• **About this task**
Filtering the records below, copy only those lines that include the word "overflow".

(Items from a dataset)
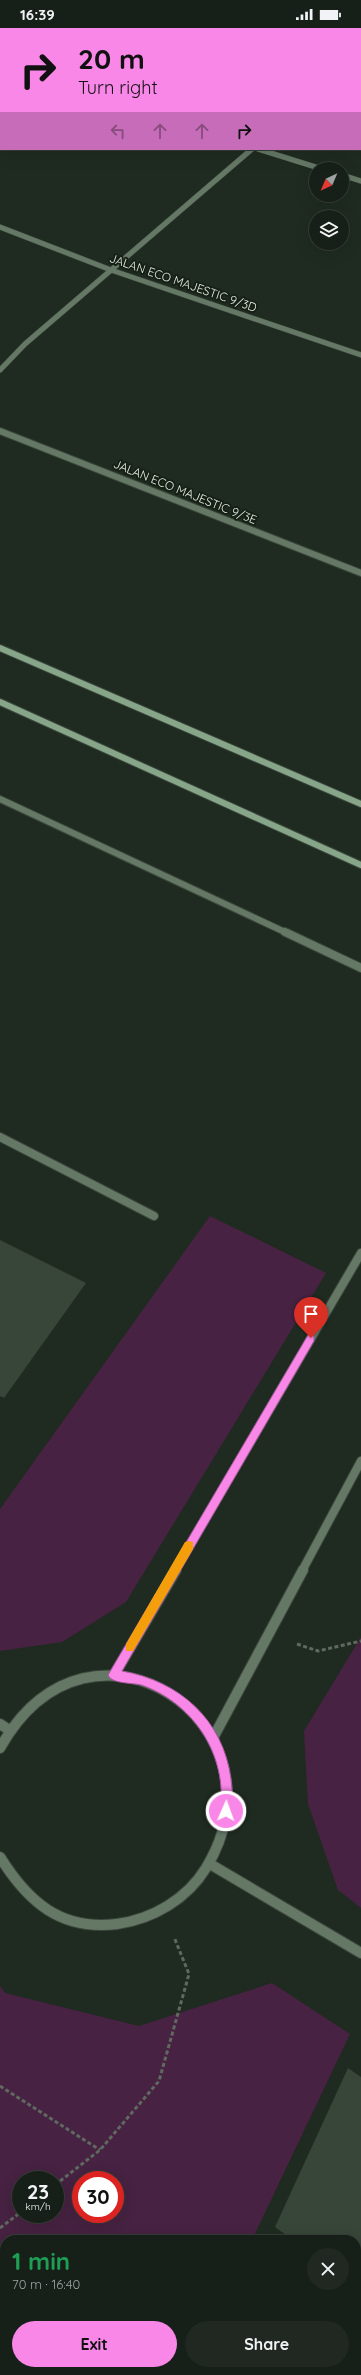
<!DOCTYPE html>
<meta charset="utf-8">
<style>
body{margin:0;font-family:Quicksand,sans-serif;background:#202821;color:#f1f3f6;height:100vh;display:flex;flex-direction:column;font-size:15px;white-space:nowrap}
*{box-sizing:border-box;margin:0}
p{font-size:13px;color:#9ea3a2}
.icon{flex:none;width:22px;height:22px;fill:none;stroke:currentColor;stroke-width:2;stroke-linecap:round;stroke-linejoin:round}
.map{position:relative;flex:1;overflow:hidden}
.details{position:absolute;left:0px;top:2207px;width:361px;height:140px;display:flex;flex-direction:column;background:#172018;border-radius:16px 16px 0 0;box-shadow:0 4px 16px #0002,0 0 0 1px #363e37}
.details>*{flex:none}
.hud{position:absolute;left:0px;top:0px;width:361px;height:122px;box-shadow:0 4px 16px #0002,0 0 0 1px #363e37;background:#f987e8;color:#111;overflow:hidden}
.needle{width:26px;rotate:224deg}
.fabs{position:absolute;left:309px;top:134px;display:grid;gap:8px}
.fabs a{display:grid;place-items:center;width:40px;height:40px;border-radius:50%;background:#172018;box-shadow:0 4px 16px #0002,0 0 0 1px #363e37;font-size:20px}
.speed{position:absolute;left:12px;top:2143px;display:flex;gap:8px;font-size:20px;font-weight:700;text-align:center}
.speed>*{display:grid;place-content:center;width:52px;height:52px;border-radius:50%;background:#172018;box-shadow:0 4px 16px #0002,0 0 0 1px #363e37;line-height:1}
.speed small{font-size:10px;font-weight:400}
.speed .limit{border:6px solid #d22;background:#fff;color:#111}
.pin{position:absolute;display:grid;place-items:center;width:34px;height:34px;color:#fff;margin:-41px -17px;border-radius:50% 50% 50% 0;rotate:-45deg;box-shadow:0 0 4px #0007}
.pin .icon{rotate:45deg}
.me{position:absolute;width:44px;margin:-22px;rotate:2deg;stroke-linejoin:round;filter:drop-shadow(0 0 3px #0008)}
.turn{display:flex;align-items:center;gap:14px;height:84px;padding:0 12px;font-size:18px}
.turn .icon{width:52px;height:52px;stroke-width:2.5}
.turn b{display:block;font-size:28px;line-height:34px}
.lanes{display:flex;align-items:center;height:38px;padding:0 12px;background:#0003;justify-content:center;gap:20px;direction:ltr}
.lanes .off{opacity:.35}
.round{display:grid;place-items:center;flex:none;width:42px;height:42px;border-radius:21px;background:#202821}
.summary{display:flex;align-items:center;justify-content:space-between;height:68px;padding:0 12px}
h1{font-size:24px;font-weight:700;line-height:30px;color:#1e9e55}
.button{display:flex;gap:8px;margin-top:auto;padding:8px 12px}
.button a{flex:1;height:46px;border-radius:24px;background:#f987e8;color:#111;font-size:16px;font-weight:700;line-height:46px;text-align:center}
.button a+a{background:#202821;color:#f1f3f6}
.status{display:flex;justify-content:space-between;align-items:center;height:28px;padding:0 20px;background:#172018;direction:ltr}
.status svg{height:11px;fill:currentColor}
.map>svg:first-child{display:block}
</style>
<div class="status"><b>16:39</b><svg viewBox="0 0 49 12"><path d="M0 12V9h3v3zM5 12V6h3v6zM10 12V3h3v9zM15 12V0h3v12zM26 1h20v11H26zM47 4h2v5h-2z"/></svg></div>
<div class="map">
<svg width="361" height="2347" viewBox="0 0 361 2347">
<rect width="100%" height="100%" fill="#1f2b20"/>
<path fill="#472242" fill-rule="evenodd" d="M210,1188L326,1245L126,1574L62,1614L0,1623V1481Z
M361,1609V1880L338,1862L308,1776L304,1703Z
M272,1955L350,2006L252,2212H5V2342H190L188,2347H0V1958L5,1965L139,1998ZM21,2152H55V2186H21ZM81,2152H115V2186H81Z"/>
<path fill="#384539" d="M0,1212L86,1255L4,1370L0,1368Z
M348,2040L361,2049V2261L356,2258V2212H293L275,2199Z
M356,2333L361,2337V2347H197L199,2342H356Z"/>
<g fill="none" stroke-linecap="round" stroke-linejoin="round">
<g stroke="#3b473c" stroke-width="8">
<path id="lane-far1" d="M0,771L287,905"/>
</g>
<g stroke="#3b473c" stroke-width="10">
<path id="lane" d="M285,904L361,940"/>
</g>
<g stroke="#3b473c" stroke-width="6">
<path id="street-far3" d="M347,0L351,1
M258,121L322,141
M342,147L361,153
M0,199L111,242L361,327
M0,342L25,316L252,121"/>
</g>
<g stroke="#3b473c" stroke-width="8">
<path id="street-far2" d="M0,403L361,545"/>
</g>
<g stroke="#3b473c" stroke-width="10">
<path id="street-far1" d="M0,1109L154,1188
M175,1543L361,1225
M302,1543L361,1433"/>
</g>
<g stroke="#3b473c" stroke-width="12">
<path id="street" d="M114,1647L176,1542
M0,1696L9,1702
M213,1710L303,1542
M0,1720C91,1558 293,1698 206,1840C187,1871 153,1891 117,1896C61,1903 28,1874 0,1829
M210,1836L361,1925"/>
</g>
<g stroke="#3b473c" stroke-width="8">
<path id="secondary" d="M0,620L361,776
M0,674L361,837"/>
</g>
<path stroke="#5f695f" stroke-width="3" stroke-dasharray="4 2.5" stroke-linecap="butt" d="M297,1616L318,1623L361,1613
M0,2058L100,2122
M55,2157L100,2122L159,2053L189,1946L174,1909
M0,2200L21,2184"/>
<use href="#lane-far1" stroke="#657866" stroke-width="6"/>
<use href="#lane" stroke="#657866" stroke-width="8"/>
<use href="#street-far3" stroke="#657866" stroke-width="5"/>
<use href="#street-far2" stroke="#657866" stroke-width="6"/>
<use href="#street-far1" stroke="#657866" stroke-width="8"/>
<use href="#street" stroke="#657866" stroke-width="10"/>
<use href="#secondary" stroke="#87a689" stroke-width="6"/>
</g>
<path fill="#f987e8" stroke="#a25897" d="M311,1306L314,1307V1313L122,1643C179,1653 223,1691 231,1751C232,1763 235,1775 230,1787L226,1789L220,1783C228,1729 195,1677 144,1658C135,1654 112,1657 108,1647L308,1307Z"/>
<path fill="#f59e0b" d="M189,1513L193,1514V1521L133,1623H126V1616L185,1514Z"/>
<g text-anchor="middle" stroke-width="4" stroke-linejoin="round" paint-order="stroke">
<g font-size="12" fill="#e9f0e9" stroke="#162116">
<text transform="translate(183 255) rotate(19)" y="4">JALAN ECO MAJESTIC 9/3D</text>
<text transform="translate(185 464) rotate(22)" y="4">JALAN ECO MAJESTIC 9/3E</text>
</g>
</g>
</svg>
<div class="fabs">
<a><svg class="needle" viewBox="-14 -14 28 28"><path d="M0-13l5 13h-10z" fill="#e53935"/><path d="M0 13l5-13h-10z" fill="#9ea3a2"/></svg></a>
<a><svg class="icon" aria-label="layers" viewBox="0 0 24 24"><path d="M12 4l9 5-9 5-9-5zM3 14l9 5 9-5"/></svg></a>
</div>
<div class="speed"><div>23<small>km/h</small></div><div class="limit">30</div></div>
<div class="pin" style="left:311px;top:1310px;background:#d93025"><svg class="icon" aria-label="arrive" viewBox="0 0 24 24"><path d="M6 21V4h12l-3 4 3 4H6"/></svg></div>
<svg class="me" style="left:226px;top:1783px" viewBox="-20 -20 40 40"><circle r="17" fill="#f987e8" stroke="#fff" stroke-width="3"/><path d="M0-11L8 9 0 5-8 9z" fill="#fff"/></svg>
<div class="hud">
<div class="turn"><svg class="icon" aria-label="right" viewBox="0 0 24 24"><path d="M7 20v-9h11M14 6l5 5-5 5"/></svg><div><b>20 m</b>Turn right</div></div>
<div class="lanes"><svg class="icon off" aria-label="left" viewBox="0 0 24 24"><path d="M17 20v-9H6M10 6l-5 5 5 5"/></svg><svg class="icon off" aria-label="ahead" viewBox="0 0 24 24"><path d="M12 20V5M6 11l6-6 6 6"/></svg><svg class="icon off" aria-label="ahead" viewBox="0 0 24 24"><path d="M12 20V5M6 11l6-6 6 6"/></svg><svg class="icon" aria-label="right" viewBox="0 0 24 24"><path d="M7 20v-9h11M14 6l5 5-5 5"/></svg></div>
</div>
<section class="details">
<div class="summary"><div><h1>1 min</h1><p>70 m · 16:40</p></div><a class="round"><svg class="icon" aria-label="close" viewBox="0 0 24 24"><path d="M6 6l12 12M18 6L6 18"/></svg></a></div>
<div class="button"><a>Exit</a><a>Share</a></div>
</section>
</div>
--
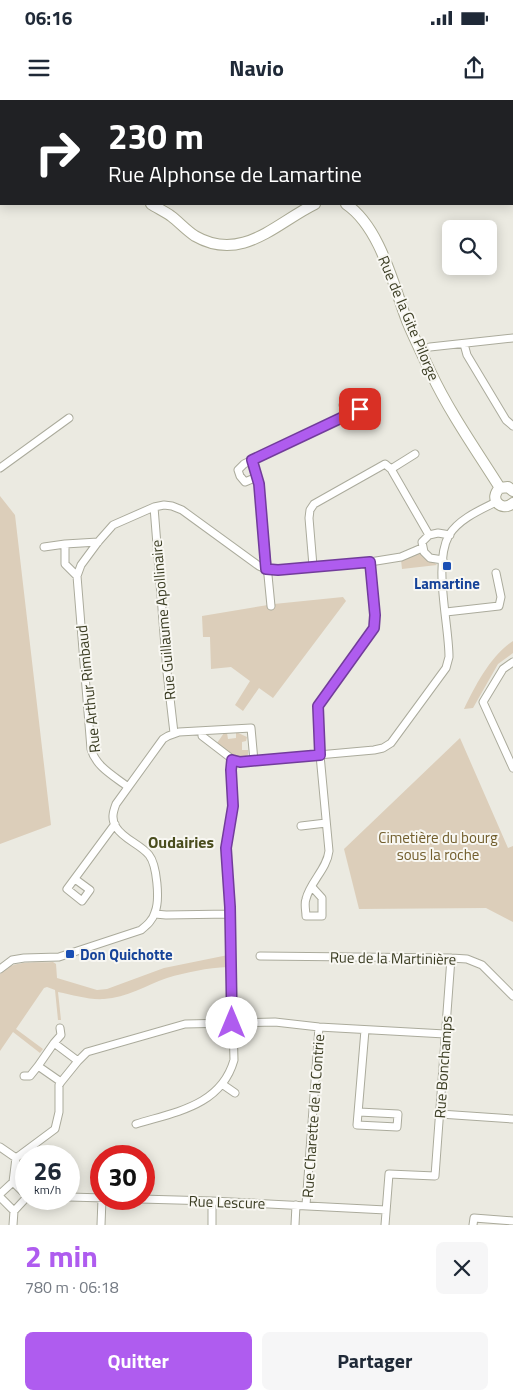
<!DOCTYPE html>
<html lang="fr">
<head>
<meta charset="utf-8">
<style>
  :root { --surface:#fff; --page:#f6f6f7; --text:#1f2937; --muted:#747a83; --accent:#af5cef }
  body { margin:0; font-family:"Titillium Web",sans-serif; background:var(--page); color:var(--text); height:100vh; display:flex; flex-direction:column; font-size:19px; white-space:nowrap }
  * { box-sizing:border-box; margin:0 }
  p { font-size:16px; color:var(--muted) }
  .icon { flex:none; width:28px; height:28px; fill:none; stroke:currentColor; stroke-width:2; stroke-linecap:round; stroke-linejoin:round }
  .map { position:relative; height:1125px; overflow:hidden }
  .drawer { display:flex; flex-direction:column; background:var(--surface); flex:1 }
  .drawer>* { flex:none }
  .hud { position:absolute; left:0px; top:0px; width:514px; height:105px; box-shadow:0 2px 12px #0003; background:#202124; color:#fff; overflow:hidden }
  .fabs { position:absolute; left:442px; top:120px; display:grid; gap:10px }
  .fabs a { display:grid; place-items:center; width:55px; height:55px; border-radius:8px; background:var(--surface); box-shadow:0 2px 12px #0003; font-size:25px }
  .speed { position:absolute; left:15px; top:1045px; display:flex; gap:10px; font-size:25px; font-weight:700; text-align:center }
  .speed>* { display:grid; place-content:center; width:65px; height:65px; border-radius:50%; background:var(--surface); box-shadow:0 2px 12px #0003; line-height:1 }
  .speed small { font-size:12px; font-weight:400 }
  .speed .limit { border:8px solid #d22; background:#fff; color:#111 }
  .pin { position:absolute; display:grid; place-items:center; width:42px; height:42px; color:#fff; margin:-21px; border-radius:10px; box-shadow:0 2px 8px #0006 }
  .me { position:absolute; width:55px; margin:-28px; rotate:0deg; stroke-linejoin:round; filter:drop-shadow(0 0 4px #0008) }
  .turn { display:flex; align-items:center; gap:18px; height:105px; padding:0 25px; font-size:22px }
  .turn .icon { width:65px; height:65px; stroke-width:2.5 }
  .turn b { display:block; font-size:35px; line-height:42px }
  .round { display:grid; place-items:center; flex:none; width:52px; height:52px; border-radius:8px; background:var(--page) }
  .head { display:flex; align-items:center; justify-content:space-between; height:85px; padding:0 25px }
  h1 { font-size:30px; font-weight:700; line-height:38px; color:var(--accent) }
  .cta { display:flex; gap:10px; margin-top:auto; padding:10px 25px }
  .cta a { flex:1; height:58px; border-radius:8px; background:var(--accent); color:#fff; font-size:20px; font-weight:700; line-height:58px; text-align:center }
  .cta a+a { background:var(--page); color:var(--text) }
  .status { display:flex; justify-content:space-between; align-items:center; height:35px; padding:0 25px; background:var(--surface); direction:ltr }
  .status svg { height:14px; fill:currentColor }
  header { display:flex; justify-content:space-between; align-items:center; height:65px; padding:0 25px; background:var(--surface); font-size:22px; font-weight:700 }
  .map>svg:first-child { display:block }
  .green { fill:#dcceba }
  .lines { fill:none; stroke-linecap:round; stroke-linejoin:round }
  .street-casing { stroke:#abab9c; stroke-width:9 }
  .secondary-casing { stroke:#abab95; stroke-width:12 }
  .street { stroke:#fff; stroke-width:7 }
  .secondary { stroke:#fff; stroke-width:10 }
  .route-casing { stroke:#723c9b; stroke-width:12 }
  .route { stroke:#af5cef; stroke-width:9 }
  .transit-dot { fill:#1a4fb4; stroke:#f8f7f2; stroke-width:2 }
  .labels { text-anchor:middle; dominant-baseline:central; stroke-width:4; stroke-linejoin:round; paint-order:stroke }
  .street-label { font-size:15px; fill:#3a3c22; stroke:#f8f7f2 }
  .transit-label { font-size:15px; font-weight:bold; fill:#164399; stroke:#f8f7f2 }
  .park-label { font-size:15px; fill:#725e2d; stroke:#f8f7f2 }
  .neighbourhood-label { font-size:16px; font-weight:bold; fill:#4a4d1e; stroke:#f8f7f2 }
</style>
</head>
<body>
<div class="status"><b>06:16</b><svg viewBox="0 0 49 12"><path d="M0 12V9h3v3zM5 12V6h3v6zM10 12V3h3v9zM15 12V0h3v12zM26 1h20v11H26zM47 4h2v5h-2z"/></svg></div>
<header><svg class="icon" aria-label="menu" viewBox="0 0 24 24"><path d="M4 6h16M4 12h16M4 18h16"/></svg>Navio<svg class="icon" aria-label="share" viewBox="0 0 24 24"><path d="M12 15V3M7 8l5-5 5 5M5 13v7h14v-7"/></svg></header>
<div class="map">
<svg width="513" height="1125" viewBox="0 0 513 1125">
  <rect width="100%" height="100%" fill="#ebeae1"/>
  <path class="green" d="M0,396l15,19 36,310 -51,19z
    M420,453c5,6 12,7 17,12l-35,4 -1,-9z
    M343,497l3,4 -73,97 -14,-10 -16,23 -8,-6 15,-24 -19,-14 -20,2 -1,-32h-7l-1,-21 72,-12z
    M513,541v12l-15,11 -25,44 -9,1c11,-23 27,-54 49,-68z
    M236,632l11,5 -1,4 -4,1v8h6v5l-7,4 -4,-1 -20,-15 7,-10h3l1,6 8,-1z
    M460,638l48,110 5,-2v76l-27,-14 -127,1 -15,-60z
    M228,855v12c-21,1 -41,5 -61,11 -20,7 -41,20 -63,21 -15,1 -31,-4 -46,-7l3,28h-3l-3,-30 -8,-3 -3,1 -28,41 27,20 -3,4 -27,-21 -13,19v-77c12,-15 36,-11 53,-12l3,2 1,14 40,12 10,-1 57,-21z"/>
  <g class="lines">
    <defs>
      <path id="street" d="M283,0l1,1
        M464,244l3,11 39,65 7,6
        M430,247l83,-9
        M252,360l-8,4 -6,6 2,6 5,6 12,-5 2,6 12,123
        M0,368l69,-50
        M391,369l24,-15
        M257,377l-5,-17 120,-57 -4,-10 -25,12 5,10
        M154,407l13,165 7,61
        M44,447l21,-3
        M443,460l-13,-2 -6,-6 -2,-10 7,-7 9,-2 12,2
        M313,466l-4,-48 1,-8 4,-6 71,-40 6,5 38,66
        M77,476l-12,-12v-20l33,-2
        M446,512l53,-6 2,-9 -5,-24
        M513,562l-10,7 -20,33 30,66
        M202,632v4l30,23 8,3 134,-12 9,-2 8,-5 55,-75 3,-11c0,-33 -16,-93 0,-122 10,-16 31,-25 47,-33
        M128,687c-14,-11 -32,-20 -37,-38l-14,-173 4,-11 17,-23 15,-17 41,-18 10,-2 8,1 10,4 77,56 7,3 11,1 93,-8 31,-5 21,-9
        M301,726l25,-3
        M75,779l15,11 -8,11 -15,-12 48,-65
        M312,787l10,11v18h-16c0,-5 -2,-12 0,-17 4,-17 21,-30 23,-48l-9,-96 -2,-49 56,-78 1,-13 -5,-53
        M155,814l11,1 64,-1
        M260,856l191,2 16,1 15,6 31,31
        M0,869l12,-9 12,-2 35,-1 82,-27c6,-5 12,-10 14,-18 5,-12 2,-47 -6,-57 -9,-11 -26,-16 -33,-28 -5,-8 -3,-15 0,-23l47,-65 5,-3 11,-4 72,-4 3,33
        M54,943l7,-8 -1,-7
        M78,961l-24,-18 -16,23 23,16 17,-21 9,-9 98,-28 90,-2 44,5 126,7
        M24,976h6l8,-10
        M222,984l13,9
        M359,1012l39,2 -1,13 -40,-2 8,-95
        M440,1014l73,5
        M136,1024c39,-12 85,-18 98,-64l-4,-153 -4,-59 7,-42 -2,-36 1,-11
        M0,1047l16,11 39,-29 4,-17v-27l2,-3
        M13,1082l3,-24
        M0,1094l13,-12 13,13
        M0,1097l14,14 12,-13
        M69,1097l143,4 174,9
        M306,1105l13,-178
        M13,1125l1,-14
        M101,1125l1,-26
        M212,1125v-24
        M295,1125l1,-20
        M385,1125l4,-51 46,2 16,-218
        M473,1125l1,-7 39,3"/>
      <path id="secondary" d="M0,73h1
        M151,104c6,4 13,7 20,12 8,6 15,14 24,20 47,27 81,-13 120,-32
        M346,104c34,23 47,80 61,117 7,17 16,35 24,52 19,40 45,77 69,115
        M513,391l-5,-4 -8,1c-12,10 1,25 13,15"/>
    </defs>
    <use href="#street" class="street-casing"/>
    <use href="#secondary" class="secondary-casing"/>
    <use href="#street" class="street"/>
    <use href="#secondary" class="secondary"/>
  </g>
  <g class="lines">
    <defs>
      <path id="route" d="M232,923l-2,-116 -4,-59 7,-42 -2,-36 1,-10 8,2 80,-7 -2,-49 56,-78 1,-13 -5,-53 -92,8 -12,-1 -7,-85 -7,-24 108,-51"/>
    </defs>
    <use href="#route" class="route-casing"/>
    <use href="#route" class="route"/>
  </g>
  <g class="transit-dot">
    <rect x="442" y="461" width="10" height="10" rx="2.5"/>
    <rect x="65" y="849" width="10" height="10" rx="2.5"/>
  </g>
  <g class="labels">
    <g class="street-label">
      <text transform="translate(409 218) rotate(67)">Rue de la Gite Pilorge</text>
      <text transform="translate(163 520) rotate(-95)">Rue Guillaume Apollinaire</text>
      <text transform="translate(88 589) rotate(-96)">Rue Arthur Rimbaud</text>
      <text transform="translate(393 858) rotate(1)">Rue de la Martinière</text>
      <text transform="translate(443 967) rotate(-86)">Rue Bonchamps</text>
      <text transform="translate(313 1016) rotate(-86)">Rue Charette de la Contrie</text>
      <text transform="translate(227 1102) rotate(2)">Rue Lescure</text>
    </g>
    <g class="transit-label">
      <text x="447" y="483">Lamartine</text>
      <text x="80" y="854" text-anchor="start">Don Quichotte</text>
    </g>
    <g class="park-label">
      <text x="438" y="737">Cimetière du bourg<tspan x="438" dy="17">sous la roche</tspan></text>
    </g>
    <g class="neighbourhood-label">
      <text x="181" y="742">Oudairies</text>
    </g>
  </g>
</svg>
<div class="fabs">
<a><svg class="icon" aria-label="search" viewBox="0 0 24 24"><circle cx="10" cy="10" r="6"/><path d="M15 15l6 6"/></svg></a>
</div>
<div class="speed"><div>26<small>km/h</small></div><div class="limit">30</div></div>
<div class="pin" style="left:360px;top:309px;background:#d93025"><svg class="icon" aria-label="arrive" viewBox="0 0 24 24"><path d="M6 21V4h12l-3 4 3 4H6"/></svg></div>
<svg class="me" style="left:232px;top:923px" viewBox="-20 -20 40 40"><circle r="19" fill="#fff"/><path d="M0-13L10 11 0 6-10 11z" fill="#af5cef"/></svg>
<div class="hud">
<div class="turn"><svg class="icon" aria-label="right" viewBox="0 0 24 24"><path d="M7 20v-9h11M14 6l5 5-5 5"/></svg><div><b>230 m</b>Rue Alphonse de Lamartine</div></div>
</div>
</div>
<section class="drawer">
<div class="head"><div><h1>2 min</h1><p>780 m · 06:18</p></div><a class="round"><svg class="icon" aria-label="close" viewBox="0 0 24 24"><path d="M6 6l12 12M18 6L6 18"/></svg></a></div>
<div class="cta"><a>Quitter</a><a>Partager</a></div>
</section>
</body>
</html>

• **Your response**
.map{position:relative;flex:1;overflow:hidden}
.hud{position:absolute;left:0px;top:0px;width:361px;height:122px;box-shadow:0 4px 16px #0002,0 0 0 1px #363e37;background:#f987e8;color:#111;overflow:hidden}
  .map { position:relative; height:1125px; overflow:hidden }
  .hud { position:absolute; left:0px; top:0px; width:514px; height:105px; box-shadow:0 2px 12px #0003; background:#202124; color:#fff; overflow:hidden }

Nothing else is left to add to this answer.